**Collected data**
--------

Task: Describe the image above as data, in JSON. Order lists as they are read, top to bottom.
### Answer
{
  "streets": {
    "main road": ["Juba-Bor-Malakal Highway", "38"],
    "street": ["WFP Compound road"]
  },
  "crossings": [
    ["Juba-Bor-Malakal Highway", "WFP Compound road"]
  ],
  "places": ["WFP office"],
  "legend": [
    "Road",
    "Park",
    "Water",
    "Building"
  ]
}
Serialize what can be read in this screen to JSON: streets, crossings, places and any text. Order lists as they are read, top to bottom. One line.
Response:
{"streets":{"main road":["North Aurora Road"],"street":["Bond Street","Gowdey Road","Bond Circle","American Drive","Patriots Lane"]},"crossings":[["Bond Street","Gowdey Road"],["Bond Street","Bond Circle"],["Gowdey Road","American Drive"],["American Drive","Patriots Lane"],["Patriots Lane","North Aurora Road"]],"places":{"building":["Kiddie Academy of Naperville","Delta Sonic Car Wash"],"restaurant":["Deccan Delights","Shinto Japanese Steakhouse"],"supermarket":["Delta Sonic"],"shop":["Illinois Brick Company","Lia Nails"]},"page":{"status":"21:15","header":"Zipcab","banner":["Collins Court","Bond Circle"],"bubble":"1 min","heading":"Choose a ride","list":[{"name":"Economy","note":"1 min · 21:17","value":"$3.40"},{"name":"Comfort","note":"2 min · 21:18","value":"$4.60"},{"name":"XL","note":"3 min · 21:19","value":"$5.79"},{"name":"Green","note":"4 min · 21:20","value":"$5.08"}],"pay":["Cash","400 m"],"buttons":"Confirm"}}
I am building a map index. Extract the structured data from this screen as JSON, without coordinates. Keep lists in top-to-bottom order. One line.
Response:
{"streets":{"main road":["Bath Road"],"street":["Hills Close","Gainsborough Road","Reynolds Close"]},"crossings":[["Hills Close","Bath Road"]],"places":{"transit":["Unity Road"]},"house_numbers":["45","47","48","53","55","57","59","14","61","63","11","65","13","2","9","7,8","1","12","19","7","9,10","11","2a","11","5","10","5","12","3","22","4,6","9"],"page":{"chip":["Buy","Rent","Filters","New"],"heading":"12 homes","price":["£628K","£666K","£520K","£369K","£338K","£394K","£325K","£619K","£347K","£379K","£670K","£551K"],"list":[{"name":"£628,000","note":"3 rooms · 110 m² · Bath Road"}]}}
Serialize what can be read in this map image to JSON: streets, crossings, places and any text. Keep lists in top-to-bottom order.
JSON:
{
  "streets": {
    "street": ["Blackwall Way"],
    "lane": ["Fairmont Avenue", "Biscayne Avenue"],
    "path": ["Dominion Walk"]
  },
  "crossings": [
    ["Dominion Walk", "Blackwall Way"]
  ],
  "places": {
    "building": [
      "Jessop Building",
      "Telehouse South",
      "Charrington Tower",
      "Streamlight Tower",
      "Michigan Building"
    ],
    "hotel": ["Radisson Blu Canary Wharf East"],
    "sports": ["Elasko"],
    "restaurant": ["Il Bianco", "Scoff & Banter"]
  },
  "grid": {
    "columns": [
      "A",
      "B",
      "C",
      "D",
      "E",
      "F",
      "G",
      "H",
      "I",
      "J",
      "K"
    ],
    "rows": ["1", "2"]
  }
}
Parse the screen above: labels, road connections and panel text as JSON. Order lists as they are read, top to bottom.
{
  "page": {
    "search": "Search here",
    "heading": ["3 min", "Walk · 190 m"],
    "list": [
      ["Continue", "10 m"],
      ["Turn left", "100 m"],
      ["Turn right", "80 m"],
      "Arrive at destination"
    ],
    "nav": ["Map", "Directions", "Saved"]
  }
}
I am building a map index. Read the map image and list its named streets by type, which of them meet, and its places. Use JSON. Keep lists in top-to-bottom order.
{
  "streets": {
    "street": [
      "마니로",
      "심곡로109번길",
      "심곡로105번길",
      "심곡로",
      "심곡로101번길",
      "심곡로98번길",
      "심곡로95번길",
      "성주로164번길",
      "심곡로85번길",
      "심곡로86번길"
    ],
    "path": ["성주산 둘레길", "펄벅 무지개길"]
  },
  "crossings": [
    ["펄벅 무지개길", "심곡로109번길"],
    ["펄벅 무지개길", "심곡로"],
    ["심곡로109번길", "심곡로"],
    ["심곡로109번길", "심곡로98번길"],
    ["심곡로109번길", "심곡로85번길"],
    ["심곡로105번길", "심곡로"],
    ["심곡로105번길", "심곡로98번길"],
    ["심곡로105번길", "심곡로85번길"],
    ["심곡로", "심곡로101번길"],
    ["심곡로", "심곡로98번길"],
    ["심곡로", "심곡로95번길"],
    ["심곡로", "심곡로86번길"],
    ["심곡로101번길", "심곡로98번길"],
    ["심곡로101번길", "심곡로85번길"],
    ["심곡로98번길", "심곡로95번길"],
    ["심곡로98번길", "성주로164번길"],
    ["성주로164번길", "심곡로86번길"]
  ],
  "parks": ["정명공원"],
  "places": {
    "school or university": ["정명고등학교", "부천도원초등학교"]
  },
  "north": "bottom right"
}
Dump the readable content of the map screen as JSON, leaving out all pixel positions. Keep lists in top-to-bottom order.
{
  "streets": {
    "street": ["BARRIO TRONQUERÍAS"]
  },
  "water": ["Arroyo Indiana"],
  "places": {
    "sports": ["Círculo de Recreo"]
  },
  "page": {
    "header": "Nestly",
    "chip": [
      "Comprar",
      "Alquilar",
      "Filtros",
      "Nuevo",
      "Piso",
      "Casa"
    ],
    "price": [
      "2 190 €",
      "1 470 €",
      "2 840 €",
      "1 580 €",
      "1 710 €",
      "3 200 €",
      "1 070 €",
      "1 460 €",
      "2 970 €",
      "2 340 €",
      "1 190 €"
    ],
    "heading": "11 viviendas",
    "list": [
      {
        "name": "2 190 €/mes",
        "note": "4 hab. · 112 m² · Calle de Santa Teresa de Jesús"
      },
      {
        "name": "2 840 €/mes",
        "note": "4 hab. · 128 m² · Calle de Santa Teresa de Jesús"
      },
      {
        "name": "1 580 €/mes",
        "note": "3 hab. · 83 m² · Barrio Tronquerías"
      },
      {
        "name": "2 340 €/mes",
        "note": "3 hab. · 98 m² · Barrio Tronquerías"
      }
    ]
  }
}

--------

**Task to carry out**
Please give each line above again, word for word.

**Expected output**
Task: Describe the image above as data, in JSON. Order lists as they are read, top to bottom.
### Answer
{
  "streets": {
    "main road": ["Juba-Bor-Malakal Highway", "38"],
    "street": ["WFP Compound road"]
  },
  "crossings": [
    ["Juba-Bor-Malakal Highway", "WFP Compound road"]
  ],
  "places": ["WFP office"],
  "legend": [
    "Road",
    "Park",
    "Water",
    "Building"
  ]
}
Serialize what can be read in this screen to JSON: streets, crossings, places and any text. Order lists as they are read, top to bottom. One line.
Response:
{"streets":{"main road":["North Aurora Road"],"street":["Bond Street","Gowdey Road","Bond Circle","American Drive","Patriots Lane"]},"crossings":[["Bond Street","Gowdey Road"],["Bond Street","Bond Circle"],["Gowdey Road","American Drive"],["American Drive","Patriots Lane"],["Patriots Lane","North Aurora Road"]],"places":{"building":["Kiddie Academy of Naperville","Delta Sonic Car Wash"],"restaurant":["Deccan Delights","Shinto Japanese Steakhouse"],"supermarket":["Delta Sonic"],"shop":["Illinois Brick Company","Lia Nails"]},"page":{"status":"21:15","header":"Zipcab","banner":["Collins Court","Bond Circle"],"bubble":"1 min","heading":"Choose a ride","list":[{"name":"Economy","note":"1 min · 21:17","value":"$3.40"},{"name":"Comfort","note":"2 min · 21:18","value":"$4.60"},{"name":"XL","note":"3 min · 21:19","value":"$5.79"},{"name":"Green","note":"4 min · 21:20","value":"$5.08"}],"pay":["Cash","400 m"],"buttons":"Confirm"}}
I am building a map index. Extract the structured data from this screen as JSON, without coordinates. Keep lists in top-to-bottom order. One line.
Response:
{"streets":{"main road":["Bath Road"],"street":["Hills Close","Gainsborough Road","Reynolds Close"]},"crossings":[["Hills Close","Bath Road"]],"places":{"transit":["Unity Road"]},"house_numbers":["45","47","48","53","55","57","59","14","61","63","11","65","13","2","9","7,8","1","12","19","7","9,10","11","2a","11","5","10","5","12","3","22","4,6","9"],"page":{"chip":["Buy","Rent","Filters","New"],"heading":"12 homes","price":["£628K","£666K","£520K","£369K","£338K","£394K","£325K","£619K","£347K","£379K","£670K","£551K"],"list":[{"name":"£628,000","note":"3 rooms · 110 m² · Bath Road"}]}}
Serialize what can be read in this map image to JSON: streets, crossings, places and any text. Keep lists in top-to-bottom order.
JSON:
{
  "streets": {
    "street": ["Blackwall Way"],
    "lane": ["Fairmont Avenue", "Biscayne Avenue"],
    "path": ["Dominion Walk"]
  },
  "crossings": [
    ["Dominion Walk", "Blackwall Way"]
  ],
  "places": {
    "building": [
      "Jessop Building",
      "Telehouse South",
      "Charrington Tower",
      "Streamlight Tower",
      "Michigan Building"
    ],
    "hotel": ["Radisson Blu Canary Wharf East"],
    "sports": ["Elasko"],
    "restaurant": ["Il Bianco", "Scoff & Banter"]
  },
  "grid": {
    "columns": [
      "A",
      "B",
      "C",
      "D",
      "E",
      "F",
      "G",
      "H",
      "I",
      "J",
      "K"
    ],
    "rows": ["1", "2"]
  }
}
Parse the screen above: labels, road connections and panel text as JSON. Order lists as they are read, top to bottom.
{
  "page": {
    "search": "Search here",
    "heading": ["3 min", "Walk · 190 m"],
    "list": [
      ["Continue", "10 m"],
      ["Turn left", "100 m"],
      ["Turn right", "80 m"],
      "Arrive at destination"
    ],
    "nav": ["Map", "Directions", "Saved"]
  }
}
I am building a map index. Read the map image and list its named streets by type, which of them meet, and its places. Use JSON. Keep lists in top-to-bottom order.
{
  "streets": {
    "street": [
      "마니로",
      "심곡로109번길",
      "심곡로105번길",
      "심곡로",
      "심곡로101번길",
      "심곡로98번길",
      "심곡로95번길",
      "성주로164번길",
      "심곡로85번길",
      "심곡로86번길"
    ],
    "path": ["성주산 둘레길", "펄벅 무지개길"]
  },
  "crossings": [
    ["펄벅 무지개길", "심곡로109번길"],
    ["펄벅 무지개길", "심곡로"],
    ["심곡로109번길", "심곡로"],
    ["심곡로109번길", "심곡로98번길"],
    ["심곡로109번길", "심곡로85번길"],
    ["심곡로105번길", "심곡로"],
    ["심곡로105번길", "심곡로98번길"],
    ["심곡로105번길", "심곡로85번길"],
    ["심곡로", "심곡로101번길"],
    ["심곡로", "심곡로98번길"],
    ["심곡로", "심곡로95번길"],
    ["심곡로", "심곡로86번길"],
    ["심곡로101번길", "심곡로98번길"],
    ["심곡로101번길", "심곡로85번길"],
    ["심곡로98번길", "심곡로95번길"],
    ["심곡로98번길", "성주로164번길"],
    ["성주로164번길", "심곡로86번길"]
  ],
  "parks": ["정명공원"],
  "places": {
    "school or university": ["정명고등학교", "부천도원초등학교"]
  },
  "north": "bottom right"
}
Dump the readable content of the map screen as JSON, leaving out all pixel positions. Keep lists in top-to-bottom order.
{
  "streets": {
    "street": ["BARRIO TRONQUERÍAS"]
  },
  "water": ["Arroyo Indiana"],
  "places": {
    "sports": ["Círculo de Recreo"]
  },
  "page": {
    "header": "Nestly",
    "chip": [
      "Comprar",
      "Alquilar",
      "Filtros",
      "Nuevo",
      "Piso",
      "Casa"
    ],
    "price": [
      "2 190 €",
      "1 470 €",
      "2 840 €",
      "1 580 €",
      "1 710 €",
      "3 200 €",
      "1 070 €",
      "1 460 €",
      "2 970 €",
      "2 340 €",
      "1 190 €"
    ],
    "heading": "11 viviendas",
    "list": [
      {
        "name": "2 190 €/mes",
        "note": "4 hab. · 112 m² · Calle de Santa Teresa de Jesús"
      },
      {
        "name": "2 840 €/mes",
        "note": "4 hab. · 128 m² · Calle de Santa Teresa de Jesús"
      },
      {
        "name": "1 580 €/mes",
        "note": "3 hab. · 83 m² · Barrio Tronquerías"
      },
      {
        "name": "2 340 €/mes",
        "note": "3 hab. · 98 m² · Barrio Tronquerías"
      }
    ]
  }
}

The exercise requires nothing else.